WORK TO COMPLETE. Pictures do not belong in the copy; retype the records below exactly.

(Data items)
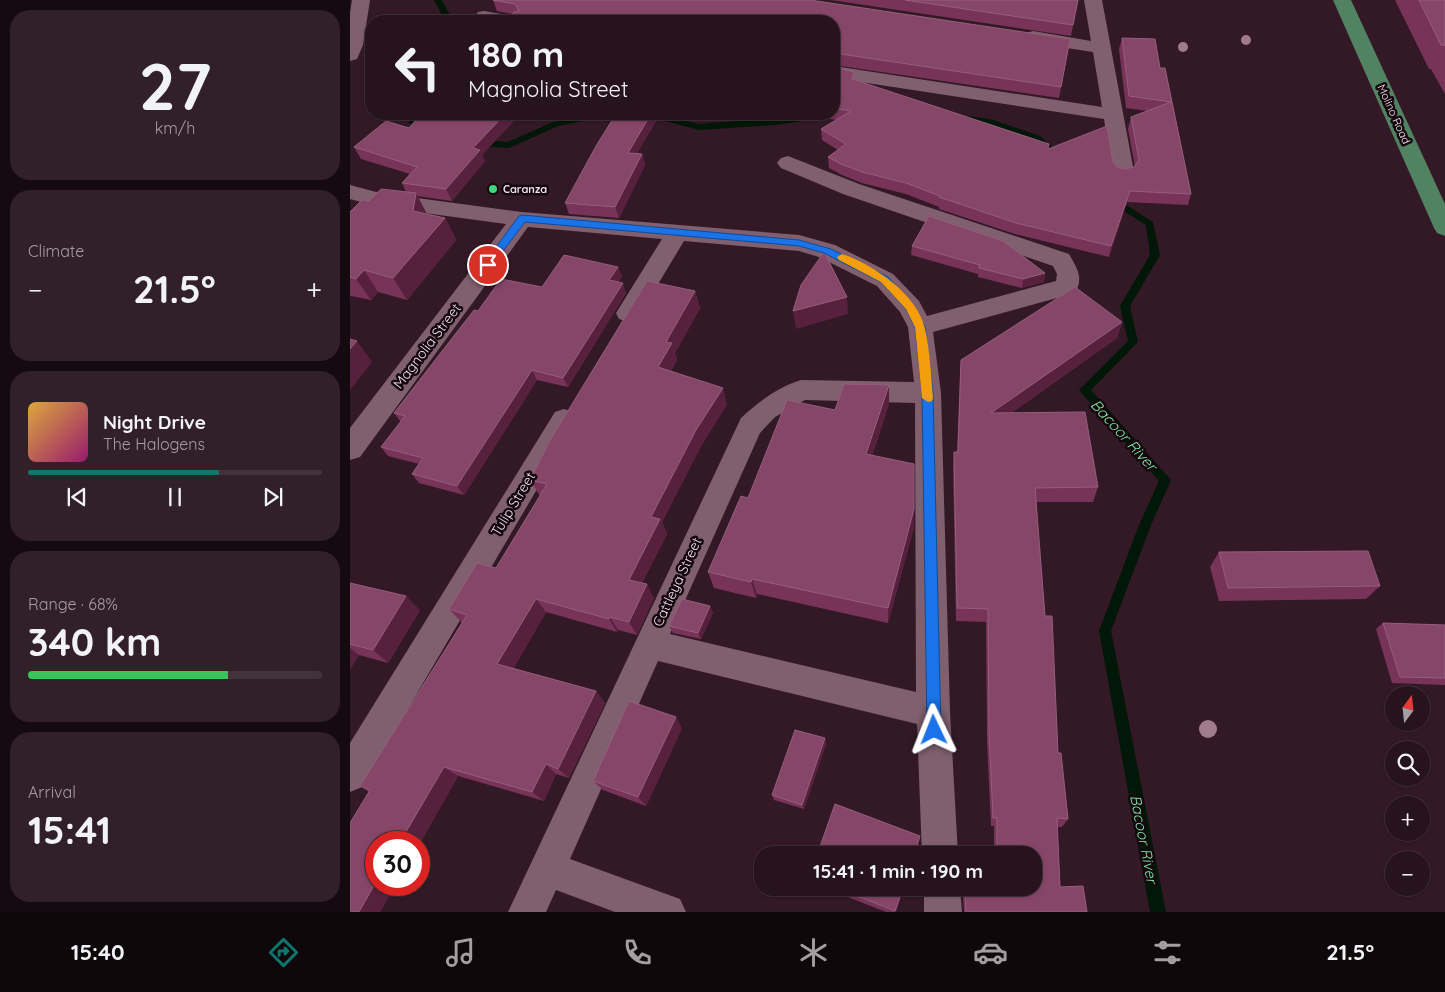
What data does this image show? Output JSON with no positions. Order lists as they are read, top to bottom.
{
  "streets": {
    "main road": ["Molino Road"],
    "street": ["Magnolia Street", "Tulip Street", "Cattleya Street"]
  },
  "water": ["Bacoor River"],
  "places": ["Caranza"],
  "north": "top",
  "page": {
    "tile": [
      ["27", "km/h"],
      "Climate",
      ["Range · 68%", "340 km"],
      ["Arrival", "15:41"]
    ],
    "turn": ["180 m", "Magnolia Street"],
    "heat": ["−", "21.5°", "+"],
    "song": ["Night Drive", "The Halogens"],
    "map_buttons": ["+", "−"],
    "limit": "30",
    "trip": "15:41 · 1 min · 190 m",
    "tabs": ["15:40", "21.5°"]
  }
}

WRITTEN RESPONSE.
What data does this image show? Output JSON with no positions. Order lists as they are read, top to bottom.
{
  "streets": {
    "main road": ["Molino Road"],
    "street": ["Magnolia Street", "Tulip Street", "Cattleya Street"]
  },
  "water": ["Bacoor River"],
  "places": ["Caranza"],
  "north": "top",
  "page": {
    "tile": [
      ["27", "km/h"],
      "Climate",
      ["Range · 68%", "340 km"],
      ["Arrival", "15:41"]
    ],
    "turn": ["180 m", "Magnolia Street"],
    "heat": ["−", "21.5°", "+"],
    "song": ["Night Drive", "The Halogens"],
    "map_buttons": ["+", "−"],
    "limit": "30",
    "trip": "15:41 · 1 min · 190 m",
    "tabs": ["15:40", "21.5°"]
  }
}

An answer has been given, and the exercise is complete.